- [Entries provided]:
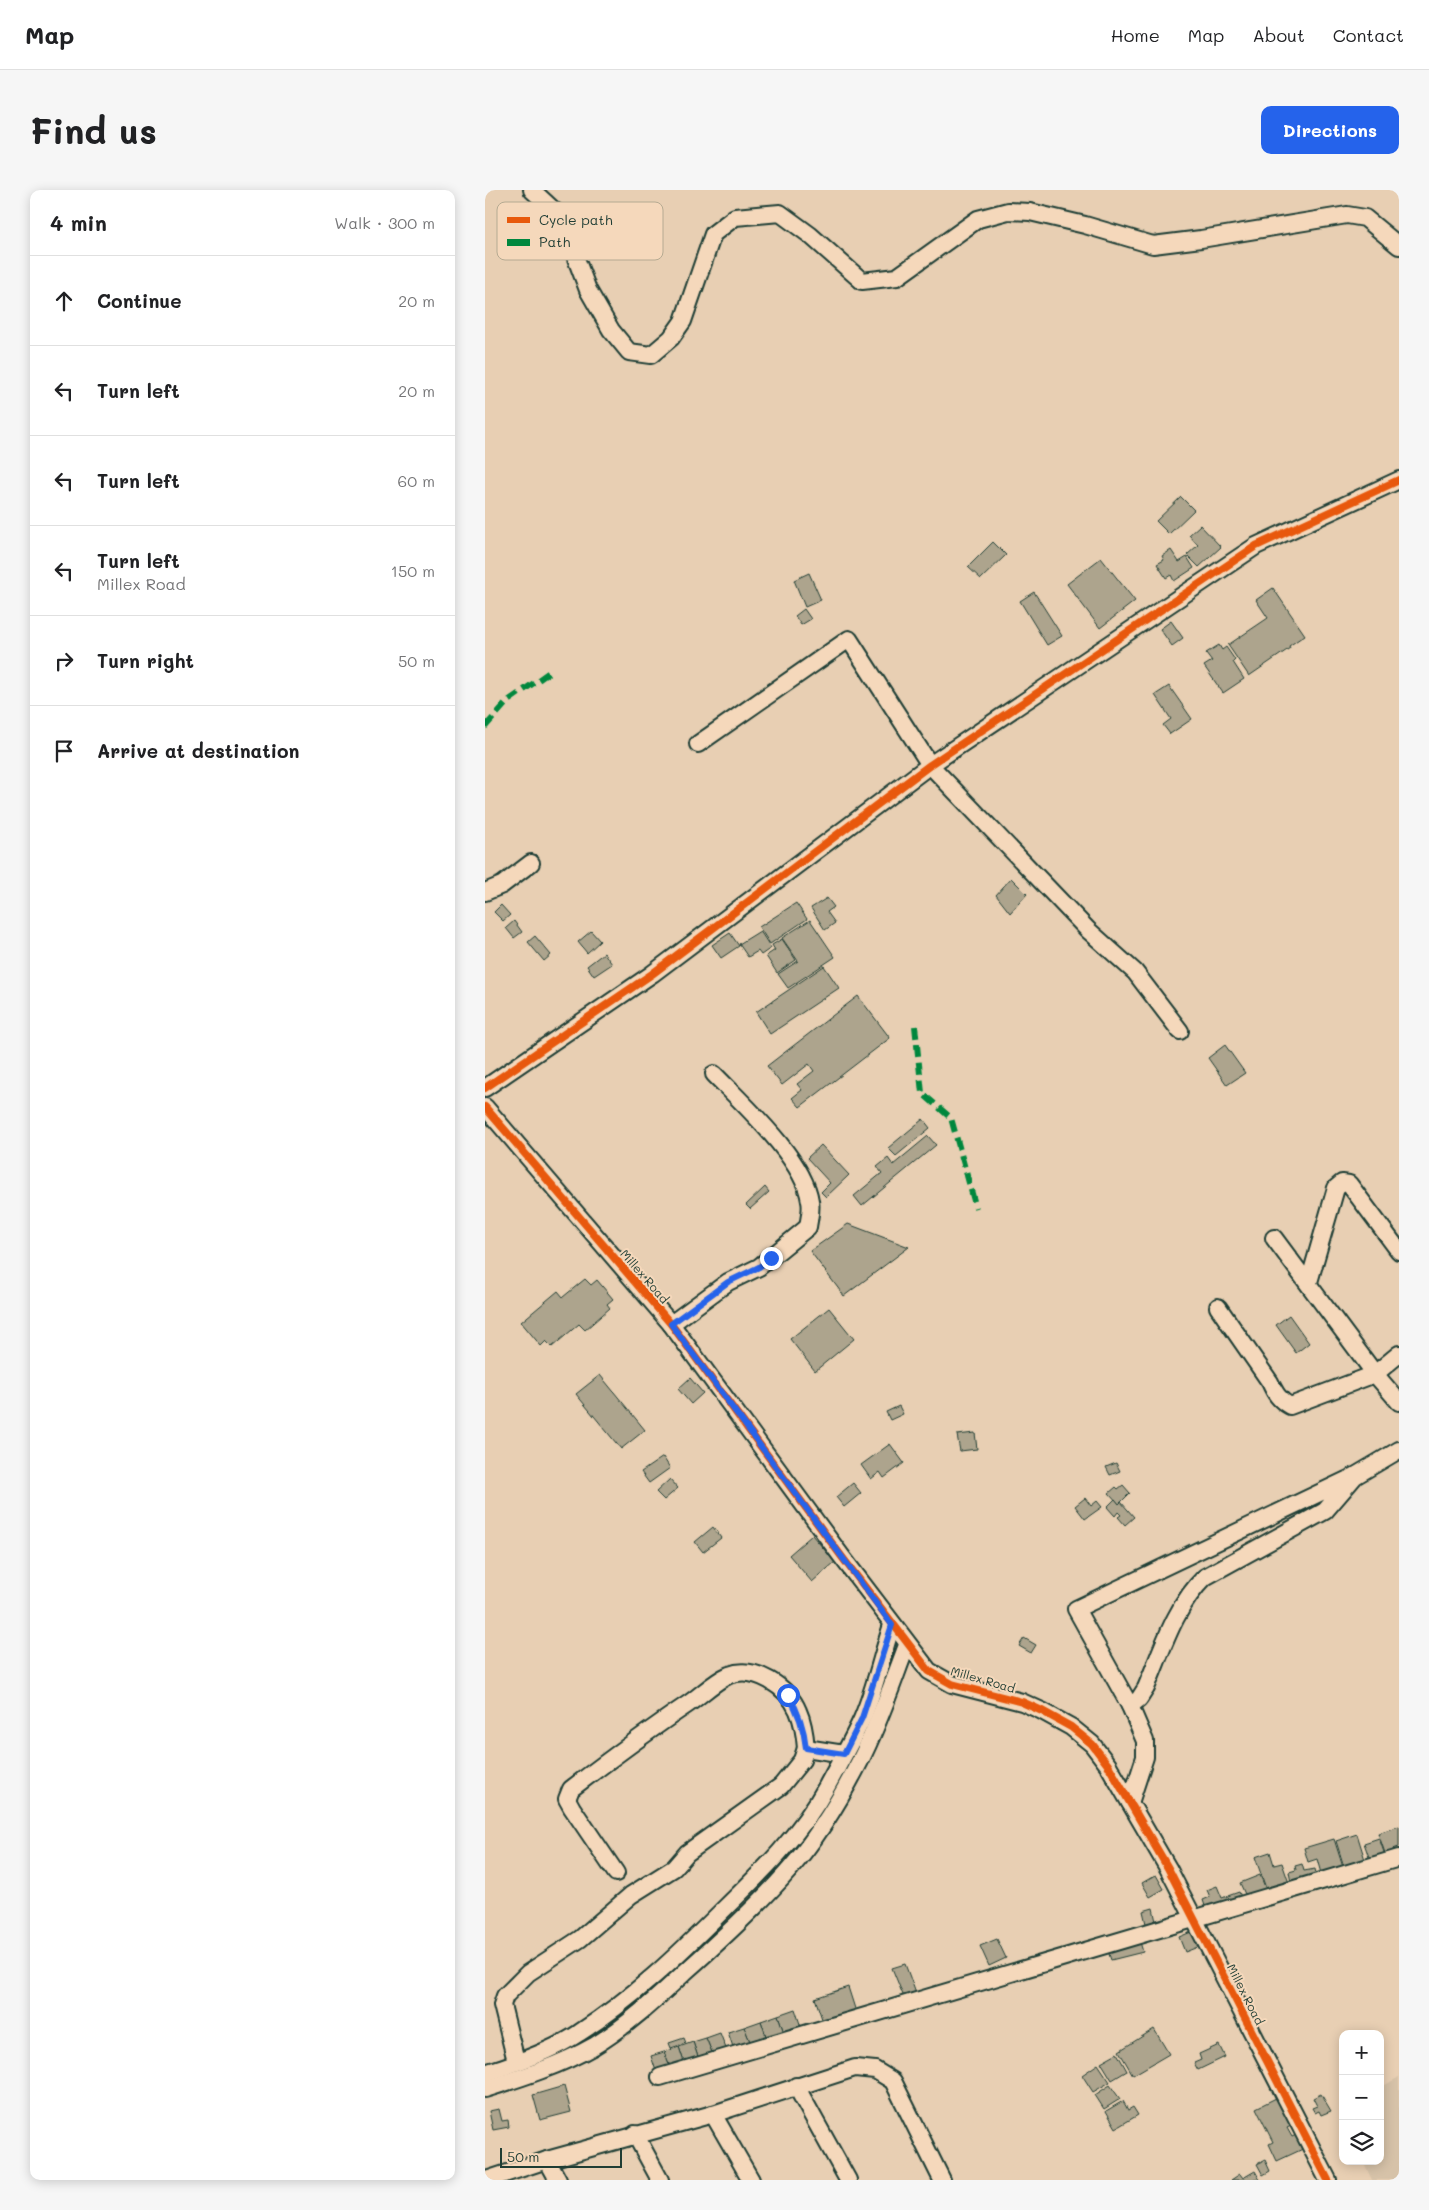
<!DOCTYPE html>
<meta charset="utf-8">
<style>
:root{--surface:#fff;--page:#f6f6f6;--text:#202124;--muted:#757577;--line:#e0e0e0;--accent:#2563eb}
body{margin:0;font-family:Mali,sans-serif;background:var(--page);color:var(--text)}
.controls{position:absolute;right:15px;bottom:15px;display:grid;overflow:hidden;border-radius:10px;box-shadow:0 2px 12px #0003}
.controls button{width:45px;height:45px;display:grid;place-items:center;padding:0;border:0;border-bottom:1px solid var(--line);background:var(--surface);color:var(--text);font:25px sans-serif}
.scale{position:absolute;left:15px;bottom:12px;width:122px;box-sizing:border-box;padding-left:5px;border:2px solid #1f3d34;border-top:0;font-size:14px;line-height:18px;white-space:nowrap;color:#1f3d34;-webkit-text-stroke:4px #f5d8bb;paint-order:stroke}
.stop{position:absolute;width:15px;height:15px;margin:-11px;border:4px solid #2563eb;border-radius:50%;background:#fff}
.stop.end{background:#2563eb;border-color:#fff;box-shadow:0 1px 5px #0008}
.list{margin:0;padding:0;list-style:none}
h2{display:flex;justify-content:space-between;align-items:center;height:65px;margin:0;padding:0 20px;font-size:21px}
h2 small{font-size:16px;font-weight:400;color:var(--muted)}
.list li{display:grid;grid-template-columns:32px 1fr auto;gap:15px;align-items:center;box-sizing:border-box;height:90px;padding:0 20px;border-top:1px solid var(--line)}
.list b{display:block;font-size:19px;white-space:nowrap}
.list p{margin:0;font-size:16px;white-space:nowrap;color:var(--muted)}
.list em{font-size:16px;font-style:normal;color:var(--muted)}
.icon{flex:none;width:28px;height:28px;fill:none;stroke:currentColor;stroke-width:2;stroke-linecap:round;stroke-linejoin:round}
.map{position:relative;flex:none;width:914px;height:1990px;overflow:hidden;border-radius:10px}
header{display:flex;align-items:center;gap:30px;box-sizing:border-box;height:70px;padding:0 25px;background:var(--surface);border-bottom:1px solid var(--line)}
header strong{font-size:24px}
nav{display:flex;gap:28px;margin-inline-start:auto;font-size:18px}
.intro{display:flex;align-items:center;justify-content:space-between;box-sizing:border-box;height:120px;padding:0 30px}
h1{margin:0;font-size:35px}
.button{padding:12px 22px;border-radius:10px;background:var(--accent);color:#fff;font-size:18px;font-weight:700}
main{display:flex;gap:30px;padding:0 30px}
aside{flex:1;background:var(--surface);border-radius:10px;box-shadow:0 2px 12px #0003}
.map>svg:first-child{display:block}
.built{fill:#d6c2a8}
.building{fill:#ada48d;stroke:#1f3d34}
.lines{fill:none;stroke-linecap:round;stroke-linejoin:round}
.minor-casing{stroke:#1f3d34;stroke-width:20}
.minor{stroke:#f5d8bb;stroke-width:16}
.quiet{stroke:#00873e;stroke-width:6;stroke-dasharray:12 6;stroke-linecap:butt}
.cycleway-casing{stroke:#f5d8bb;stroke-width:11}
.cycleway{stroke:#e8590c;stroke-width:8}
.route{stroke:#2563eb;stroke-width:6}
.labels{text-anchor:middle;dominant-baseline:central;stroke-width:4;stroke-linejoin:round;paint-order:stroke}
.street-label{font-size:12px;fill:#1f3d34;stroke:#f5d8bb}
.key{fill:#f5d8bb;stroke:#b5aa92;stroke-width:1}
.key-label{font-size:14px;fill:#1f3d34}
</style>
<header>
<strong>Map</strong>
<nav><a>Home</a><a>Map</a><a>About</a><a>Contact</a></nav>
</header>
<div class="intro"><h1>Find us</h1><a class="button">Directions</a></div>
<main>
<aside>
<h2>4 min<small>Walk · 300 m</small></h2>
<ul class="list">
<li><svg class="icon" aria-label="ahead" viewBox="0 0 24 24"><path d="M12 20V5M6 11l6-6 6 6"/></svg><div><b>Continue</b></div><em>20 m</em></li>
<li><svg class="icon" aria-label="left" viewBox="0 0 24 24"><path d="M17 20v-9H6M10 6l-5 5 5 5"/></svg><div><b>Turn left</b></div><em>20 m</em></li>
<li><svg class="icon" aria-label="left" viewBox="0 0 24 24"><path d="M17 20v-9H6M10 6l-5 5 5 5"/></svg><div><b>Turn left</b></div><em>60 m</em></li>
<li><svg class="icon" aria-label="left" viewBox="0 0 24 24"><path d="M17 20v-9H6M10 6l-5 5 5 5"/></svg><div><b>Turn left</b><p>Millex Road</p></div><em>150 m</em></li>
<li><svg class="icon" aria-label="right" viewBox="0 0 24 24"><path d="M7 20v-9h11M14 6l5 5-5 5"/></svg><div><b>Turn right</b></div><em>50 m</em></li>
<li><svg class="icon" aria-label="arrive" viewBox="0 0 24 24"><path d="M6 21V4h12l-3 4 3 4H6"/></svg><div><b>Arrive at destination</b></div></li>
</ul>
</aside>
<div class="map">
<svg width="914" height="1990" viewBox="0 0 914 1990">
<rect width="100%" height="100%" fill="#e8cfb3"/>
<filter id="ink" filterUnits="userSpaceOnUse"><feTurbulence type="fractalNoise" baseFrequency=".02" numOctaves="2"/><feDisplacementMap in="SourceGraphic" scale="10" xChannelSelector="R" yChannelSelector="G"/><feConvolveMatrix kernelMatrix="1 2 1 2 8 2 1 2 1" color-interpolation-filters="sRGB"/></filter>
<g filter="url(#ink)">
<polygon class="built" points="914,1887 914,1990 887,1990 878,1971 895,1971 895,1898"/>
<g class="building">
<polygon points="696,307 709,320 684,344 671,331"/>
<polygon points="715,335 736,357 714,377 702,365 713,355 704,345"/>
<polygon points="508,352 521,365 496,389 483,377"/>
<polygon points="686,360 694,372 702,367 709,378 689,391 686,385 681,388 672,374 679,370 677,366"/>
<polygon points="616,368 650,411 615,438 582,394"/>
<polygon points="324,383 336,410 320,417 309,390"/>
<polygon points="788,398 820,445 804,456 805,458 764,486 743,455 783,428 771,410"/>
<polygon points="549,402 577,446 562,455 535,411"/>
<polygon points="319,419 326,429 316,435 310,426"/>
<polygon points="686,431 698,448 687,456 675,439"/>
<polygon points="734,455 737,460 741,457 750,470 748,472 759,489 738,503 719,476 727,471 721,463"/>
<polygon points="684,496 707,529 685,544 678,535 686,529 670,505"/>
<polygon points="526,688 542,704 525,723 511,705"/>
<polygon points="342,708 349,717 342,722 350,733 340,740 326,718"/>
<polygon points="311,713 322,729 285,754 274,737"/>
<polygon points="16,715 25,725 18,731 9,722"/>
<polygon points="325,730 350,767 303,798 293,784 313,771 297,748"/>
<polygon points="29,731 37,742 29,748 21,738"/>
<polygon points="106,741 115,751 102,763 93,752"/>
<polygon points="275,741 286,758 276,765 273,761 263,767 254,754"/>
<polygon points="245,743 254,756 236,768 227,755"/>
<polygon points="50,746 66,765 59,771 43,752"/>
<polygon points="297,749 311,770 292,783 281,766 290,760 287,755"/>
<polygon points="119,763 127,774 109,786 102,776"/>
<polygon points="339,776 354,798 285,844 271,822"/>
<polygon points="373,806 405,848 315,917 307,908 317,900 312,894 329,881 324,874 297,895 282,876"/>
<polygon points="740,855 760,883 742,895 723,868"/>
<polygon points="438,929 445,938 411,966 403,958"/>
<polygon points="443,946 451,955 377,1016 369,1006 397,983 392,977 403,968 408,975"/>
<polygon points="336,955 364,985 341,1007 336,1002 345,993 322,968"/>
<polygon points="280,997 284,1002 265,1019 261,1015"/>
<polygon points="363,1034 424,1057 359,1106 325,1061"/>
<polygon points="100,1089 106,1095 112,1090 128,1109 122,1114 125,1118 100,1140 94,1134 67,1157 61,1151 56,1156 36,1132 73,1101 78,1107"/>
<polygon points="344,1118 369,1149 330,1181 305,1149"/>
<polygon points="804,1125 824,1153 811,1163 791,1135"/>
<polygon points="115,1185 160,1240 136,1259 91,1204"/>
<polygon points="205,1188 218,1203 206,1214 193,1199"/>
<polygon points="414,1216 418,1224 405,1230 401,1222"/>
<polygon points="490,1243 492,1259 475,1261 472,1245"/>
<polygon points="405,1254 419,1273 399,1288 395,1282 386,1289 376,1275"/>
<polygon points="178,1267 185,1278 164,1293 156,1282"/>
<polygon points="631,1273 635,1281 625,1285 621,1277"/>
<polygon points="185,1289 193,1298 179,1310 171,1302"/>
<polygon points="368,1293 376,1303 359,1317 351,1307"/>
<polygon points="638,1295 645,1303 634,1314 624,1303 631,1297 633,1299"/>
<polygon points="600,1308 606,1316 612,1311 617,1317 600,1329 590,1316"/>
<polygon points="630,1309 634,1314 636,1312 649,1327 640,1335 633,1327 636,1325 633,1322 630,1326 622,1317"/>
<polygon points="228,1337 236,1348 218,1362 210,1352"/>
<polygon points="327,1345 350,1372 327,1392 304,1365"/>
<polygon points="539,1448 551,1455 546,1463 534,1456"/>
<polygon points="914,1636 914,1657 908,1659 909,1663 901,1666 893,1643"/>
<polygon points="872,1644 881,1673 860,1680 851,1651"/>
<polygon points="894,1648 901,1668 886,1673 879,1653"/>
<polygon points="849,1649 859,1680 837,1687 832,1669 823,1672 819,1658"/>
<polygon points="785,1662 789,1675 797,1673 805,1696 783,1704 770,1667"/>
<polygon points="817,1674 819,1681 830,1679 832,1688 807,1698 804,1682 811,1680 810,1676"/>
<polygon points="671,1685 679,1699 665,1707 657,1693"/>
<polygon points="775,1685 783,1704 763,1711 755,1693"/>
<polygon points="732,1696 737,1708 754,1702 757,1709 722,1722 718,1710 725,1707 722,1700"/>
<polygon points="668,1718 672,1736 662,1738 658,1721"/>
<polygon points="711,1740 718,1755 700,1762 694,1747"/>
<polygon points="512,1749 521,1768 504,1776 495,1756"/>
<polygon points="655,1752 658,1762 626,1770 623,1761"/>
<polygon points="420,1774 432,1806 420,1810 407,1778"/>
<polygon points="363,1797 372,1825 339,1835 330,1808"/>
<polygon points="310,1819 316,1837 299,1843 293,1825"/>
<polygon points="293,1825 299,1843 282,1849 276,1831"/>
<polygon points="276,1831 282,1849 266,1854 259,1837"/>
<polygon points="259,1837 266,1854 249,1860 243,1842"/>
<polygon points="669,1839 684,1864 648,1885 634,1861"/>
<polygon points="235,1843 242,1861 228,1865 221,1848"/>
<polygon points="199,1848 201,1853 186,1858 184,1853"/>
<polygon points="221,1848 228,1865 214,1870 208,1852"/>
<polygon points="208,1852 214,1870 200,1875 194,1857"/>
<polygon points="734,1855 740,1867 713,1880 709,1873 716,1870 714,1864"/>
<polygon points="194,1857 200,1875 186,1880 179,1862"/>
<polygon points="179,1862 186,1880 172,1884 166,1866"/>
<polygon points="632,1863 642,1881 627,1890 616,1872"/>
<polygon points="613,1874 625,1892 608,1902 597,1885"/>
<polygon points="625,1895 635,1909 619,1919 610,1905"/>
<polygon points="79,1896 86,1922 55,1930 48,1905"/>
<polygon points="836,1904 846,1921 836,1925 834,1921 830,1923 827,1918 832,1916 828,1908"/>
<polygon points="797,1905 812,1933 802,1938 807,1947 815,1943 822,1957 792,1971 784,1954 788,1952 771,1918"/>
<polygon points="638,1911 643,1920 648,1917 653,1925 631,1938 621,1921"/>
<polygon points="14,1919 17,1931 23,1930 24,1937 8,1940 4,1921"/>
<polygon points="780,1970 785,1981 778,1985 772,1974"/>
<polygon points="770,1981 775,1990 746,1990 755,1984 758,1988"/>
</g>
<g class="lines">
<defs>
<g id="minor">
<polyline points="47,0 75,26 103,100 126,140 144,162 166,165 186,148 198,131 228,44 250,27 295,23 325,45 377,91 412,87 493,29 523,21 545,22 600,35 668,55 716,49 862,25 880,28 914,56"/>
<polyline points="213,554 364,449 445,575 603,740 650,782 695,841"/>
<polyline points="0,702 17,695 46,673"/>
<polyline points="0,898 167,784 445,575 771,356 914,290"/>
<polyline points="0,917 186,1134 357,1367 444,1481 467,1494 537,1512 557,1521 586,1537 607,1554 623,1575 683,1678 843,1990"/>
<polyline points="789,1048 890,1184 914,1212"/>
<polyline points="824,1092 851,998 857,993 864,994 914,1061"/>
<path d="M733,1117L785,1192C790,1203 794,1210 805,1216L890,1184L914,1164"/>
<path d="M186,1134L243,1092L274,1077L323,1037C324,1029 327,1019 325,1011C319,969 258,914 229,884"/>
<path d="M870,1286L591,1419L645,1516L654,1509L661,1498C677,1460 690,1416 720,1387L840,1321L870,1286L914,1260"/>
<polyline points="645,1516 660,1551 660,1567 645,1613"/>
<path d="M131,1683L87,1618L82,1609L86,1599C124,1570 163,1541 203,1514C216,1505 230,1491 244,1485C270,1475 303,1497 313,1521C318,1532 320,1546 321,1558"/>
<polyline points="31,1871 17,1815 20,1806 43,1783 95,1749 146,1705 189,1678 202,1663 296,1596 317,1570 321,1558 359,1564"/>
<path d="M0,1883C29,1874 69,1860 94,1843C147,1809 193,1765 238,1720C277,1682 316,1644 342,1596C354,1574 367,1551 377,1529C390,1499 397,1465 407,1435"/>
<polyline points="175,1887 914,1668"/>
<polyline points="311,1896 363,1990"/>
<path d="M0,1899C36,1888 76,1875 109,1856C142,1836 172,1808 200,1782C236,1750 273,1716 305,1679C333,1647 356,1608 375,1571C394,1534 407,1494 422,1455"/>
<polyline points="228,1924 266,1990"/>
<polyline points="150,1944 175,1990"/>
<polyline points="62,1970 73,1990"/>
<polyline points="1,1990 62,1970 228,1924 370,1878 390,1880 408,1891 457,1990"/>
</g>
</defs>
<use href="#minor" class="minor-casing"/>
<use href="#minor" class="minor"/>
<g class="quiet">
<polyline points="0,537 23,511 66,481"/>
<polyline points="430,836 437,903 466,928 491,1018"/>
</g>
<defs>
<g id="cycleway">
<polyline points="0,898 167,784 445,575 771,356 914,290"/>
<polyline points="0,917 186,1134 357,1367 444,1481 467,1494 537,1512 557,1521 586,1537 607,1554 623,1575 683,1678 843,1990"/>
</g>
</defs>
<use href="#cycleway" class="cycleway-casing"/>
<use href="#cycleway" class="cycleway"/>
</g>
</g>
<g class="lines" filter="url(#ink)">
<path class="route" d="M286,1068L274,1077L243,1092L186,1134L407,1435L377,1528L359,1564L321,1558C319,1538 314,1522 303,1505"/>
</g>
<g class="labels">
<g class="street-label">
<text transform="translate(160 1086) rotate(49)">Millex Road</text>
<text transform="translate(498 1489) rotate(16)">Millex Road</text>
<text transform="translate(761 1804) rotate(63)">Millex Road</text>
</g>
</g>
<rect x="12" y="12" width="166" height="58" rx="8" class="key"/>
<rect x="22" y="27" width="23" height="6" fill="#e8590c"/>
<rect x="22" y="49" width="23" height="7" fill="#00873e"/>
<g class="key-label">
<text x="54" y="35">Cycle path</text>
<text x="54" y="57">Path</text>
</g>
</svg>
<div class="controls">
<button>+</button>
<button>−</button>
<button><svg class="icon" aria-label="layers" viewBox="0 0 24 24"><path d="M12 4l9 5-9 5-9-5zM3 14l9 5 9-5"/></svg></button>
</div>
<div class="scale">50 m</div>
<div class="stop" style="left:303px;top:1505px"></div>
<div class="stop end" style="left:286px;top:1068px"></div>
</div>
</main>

- [What you should do]: Only a number belongs in the answer: the number of lines in the preceding data that hold "controls".

- [Result below]: 3